USC researchers zoom into human genome with mammal DNA
USC researcher Dr Steven Gazal and his team have identified human genome base pairs that have remained constant over millions of years of mammalian evolution. These base pairs are linked to human disease. Using DNA from 240 mammal species, they identified genetic variations affecting an individual’s survival and reproduction.
In a recent study, published in a special Zoonomia of Science. Dr Steven Gazal, Assistant Professor of Population and Public Health Sciences at the Keck School of Medicine of University of Southern California, US, has achieved a significant breakthrough by accurately identifying the human genome’s base pairs that have remained constant for millions of years of mammalian evolution. These base pairs are crucial in causing human disease.
Using an unprecedented level of resolution, Gazal and the research team scrutinised DNA from 240 mammalian species, including humans. Through this analysis, they were able to pinpoint base pairs that remained consistent, or “constrained,” throughout mammalian evolution. These genetic variations, which could negatively impact an individual’s ability to survive and reproduce within their species, were identified in individuals with mutations in these genes. “We were able to identify where gene mutations are not tolerated in evolution, and we demonstrated that these mutations are significant when it comes to disease,” added Gazal.
The team discovered that a considerable 3.3 percent of bases in the human genome are “significantly constrained,” which includes 57.6 percent of the coding bases responsible for determining amino acid position. This indicates that these bases have an unusually low number of variants across species in the dataset. The base pairs that were identified as the most constrained in mammals were over seven times more likely to be responsible for causing human disease and complex traits. When the researchers focused solely on the most constrained base pairs in primates, this likelihood increased to over 11 times.

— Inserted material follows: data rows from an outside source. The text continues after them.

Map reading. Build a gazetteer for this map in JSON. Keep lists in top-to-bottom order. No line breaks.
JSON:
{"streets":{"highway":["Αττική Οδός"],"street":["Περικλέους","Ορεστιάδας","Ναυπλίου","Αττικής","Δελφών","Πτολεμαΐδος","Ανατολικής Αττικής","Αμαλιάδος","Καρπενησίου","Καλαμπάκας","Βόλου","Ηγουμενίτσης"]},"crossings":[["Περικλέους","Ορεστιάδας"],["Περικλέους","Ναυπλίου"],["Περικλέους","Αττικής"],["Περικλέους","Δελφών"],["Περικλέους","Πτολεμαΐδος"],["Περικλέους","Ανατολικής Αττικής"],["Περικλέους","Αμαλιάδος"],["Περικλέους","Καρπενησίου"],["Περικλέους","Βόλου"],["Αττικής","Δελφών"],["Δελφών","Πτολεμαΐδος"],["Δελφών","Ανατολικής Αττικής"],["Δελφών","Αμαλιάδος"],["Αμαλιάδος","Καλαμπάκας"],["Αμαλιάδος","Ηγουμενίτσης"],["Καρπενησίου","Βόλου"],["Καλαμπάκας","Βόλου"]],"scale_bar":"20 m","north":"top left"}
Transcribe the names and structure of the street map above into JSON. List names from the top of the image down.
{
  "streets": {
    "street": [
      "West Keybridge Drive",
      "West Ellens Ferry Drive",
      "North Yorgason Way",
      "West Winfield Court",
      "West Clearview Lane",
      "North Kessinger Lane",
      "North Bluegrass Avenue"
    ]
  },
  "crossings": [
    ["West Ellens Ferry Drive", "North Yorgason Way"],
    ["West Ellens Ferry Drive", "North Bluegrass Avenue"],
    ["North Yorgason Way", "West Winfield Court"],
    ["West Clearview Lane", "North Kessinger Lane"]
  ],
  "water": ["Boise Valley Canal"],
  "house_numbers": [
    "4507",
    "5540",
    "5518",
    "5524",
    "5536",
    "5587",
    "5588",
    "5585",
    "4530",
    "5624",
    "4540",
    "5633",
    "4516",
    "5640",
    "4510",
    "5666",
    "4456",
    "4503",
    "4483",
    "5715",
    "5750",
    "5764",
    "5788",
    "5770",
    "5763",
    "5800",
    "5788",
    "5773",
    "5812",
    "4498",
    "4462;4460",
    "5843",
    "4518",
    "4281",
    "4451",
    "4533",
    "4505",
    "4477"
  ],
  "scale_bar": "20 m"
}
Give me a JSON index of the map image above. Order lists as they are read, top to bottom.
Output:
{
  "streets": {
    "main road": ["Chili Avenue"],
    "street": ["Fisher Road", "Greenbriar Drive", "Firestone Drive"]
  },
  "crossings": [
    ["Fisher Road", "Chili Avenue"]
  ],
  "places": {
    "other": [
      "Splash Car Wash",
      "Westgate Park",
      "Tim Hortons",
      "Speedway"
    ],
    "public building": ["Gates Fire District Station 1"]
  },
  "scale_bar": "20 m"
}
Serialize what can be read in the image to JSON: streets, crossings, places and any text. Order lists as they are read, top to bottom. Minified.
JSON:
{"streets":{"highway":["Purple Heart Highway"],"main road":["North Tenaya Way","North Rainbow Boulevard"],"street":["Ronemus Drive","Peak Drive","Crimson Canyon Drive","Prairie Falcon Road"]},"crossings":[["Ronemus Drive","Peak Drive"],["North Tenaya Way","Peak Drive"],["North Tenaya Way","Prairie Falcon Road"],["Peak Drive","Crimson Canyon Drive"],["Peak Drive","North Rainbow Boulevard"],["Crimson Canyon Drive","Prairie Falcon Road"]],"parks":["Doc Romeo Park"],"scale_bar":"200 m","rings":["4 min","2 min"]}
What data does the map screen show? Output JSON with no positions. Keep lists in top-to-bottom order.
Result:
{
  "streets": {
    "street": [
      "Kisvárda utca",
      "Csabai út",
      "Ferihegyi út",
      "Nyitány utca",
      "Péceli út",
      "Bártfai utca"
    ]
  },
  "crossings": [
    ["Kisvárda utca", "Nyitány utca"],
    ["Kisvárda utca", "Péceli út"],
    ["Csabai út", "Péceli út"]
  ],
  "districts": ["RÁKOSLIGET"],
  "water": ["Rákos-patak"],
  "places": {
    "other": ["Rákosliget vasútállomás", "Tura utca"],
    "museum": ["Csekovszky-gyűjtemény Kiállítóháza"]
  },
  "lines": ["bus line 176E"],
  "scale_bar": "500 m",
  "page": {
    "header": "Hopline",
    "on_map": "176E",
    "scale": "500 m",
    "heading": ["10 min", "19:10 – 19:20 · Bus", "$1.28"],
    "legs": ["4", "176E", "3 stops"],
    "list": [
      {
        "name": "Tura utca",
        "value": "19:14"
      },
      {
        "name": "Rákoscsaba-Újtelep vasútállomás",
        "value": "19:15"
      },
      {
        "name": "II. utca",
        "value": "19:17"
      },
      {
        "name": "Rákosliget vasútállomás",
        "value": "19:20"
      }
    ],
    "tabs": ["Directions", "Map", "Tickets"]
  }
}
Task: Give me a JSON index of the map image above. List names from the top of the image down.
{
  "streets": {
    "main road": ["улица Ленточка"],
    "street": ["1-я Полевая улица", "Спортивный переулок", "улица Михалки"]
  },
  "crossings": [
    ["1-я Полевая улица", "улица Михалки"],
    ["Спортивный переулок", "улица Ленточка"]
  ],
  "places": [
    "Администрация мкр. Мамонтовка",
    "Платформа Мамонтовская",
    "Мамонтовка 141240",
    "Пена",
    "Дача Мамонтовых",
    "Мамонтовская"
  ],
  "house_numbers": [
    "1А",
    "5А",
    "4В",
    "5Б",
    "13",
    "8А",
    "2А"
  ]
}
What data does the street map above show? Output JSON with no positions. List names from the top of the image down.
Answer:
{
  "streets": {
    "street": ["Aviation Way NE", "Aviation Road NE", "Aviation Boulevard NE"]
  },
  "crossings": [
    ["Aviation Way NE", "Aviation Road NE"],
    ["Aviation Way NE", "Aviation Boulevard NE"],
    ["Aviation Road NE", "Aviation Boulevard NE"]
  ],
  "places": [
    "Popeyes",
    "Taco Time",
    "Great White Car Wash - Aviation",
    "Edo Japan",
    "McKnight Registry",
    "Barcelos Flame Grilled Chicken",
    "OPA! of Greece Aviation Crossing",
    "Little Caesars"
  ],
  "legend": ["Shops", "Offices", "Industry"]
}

Gazal said “we do not understand 99 percent of the human genome, so it is fundamental to understand which part has been constrained by evolution and is likely to have an impact on human phenotypes.” Gazal and the research team’s findings and techniques have considerable potential as fundamental resources for future investigations.
Gazal and his team’s next course of action involves replicating the process using a dataset that includes only primates. By limiting the subjects to primates, they aim to concentrate on the DNA functions that emerged more recently in human evolution. “We expect this to be even more useful in determining information on human disease,” concluded Gazal.